In Java, a Set is a data structure that stores a unique collection of objects. Each object in a Set occurs once and only once. This is unlike a List or array where you can store the same object in multiple positions. Another difference between Sets and Lists or arrays is that a Set does not necessarily store or return objects in any particular order. For Lists, the typical use case is to retrieve individual elements based on an index. For Sets, however, the more common use cases are to check for an element's existence and to operate on a set of unique values.

In this reading, we will explore the essential methods defined by the Set interface, look into one of the Set implementations called HashSet, and compare it to Java arrays and Lists.

What is a set?

Imagine you work for Amazon Fresh, and you need to track what fruit the business offers. Suppose you use an ArrayList to store each entry. Your list might look like this:

["banana", "grapes", "fig", "mango", "pear", "apple", "peach", "watermelon"]

To check if Amazon Fresh sells grapes, you would have to look at each item until you find grapes or until you reach the end of the list and find out you don't sell grapes.
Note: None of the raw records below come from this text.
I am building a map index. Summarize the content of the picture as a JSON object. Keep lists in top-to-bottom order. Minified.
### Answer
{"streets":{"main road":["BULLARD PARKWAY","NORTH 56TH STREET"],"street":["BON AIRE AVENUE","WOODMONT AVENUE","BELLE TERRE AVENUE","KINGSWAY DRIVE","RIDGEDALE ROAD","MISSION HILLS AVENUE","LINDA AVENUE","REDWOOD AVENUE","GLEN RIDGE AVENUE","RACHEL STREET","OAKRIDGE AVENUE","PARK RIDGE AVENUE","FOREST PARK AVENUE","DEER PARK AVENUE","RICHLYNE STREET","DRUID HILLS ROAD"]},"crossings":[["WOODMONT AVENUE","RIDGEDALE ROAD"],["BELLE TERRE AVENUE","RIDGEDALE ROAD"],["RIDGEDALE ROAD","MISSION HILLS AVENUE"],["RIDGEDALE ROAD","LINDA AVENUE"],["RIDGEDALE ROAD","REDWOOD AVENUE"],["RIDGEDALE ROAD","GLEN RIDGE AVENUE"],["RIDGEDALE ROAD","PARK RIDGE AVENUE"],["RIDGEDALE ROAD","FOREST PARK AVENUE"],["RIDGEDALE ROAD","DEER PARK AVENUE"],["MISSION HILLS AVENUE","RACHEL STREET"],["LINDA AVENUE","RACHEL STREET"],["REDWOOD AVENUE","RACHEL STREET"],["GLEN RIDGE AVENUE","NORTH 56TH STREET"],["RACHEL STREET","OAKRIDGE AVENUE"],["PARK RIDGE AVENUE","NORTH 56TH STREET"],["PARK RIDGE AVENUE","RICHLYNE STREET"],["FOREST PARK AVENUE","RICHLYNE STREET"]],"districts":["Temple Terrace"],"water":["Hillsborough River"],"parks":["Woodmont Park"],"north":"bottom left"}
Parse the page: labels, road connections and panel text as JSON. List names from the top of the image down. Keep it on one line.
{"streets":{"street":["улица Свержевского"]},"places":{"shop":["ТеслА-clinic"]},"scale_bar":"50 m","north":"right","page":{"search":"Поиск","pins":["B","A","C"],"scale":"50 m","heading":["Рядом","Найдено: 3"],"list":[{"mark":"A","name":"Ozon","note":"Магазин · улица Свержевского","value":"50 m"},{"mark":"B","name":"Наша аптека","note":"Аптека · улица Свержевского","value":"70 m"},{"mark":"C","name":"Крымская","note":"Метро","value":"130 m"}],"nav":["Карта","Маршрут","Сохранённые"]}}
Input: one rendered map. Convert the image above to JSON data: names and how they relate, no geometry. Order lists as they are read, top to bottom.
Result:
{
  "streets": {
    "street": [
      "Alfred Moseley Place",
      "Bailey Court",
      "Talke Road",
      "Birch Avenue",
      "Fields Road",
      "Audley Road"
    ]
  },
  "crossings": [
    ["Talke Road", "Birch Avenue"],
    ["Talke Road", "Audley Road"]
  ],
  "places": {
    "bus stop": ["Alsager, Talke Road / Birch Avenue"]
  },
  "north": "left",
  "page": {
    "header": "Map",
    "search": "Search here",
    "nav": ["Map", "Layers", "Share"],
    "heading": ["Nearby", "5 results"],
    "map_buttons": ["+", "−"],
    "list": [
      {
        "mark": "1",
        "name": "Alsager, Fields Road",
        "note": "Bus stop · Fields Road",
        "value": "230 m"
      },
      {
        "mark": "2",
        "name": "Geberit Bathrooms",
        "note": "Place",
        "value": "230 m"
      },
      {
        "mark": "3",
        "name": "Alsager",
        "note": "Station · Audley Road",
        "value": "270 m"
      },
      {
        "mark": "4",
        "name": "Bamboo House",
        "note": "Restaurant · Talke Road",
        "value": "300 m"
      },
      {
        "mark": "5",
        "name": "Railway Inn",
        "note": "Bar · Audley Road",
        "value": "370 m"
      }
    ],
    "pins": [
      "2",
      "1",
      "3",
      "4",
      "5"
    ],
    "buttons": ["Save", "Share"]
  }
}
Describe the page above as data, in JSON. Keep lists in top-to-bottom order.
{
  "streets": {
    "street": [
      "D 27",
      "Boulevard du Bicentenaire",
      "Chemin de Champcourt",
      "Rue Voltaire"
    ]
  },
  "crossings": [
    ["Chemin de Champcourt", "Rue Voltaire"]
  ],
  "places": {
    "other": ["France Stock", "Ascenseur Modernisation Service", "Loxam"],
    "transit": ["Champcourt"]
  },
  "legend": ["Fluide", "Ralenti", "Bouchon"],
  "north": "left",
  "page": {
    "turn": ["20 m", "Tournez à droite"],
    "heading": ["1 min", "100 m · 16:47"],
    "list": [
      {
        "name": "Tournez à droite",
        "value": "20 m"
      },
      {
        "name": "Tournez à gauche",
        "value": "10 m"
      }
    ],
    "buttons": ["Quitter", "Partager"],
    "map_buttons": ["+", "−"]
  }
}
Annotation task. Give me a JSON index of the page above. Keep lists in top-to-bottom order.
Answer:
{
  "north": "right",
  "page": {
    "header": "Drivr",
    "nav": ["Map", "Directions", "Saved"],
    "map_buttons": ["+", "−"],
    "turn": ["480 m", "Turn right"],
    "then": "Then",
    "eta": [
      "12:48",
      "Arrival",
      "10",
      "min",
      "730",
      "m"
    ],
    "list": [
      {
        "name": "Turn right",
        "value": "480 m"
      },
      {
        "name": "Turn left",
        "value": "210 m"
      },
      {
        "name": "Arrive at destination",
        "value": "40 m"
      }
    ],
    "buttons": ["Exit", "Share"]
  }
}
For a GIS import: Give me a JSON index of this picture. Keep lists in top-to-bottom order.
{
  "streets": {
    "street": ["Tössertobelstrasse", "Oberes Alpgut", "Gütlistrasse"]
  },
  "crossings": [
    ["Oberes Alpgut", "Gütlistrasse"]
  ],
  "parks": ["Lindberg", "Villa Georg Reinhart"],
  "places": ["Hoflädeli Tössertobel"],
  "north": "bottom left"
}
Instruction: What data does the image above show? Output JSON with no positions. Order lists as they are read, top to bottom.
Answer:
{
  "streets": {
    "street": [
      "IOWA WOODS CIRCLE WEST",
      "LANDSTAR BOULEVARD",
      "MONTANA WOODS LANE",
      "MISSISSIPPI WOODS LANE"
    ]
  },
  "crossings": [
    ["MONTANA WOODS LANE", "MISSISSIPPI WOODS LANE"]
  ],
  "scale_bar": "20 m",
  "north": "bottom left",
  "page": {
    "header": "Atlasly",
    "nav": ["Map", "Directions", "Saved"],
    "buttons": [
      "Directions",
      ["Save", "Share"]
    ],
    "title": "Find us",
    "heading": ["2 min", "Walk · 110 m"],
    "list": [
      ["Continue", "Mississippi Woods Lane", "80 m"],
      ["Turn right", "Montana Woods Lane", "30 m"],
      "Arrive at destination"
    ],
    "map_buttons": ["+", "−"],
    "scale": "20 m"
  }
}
Not so bad if we are looking for grapes, but this would be slower for watermelon, which is at the end of the list. As our fruit catalog gets bigger, this operation will get even slower! The time complexity of searching for fruit in an ArrayList has linear time complexity, O(n). However, we have learned that if you know the index to look up a value in an ArrayList, accessing it is a constant time, O(1), operation. We can determine if a specific fruit is in our catalog in constant time, O(1), if we use a HashSet, which implements the Set interface.

A HashSet is a data structure that utilizes the concept of hash codes to assign locations of objects to allow for a constant time, O(1), lookup. A hash function is used to determine where to store and retrieve items.

A hash function might produce the following hash codes:

"banana" → 4
"grapes" → 1
"fig" → 3
"mango" → 7
"pear" → 5
"apple" → 5
"peach" → 8
"watermelon" → 6

Using the hash codes as the storage location results in the following storage:

Index	Value
0	<empty>
1	Collection { "grapes" }
2	<empty>
3	Collection { "fig" }
4	Collection { "banana" }
5	Collection { "apple", "pear" }
6	Collection { "watermelon" }
7	Collection { "mango" }
8	Collection { "peach" }
9	<empty>
...etc...

Notice the items are not stored in any particular order like they were above in the ArrayList. The elements are ordered by their hash code. This is why Sets do not guarantee any order.

In Java, Set is an interface, which means we cannot instantiate a Set. HashSet is one implementation of the Set interface. There are others, but we will not focus on any others in this lesson.

NOTE: In this reading, we will demonstrate how HashSet accomplishes constant time, O(1), operations. We will build our mental model around this by assuming HashSet uses an array as its underlying storage. The Java implementation of HashSet may utilize a different way of storing its elements but the process for where to store and retrieve them will hold true!

HashSet

Declaring a HashSet looks like this:

Set<E> hashSet = new HashSet<>();

We use the interface type on the left-hand side, declaring E as the generic type. E is a placeholder for the Java class type your Set will store. We've named the set hashSet. On the right-hand side of the equals sign, we call the no-args HashSet constructor.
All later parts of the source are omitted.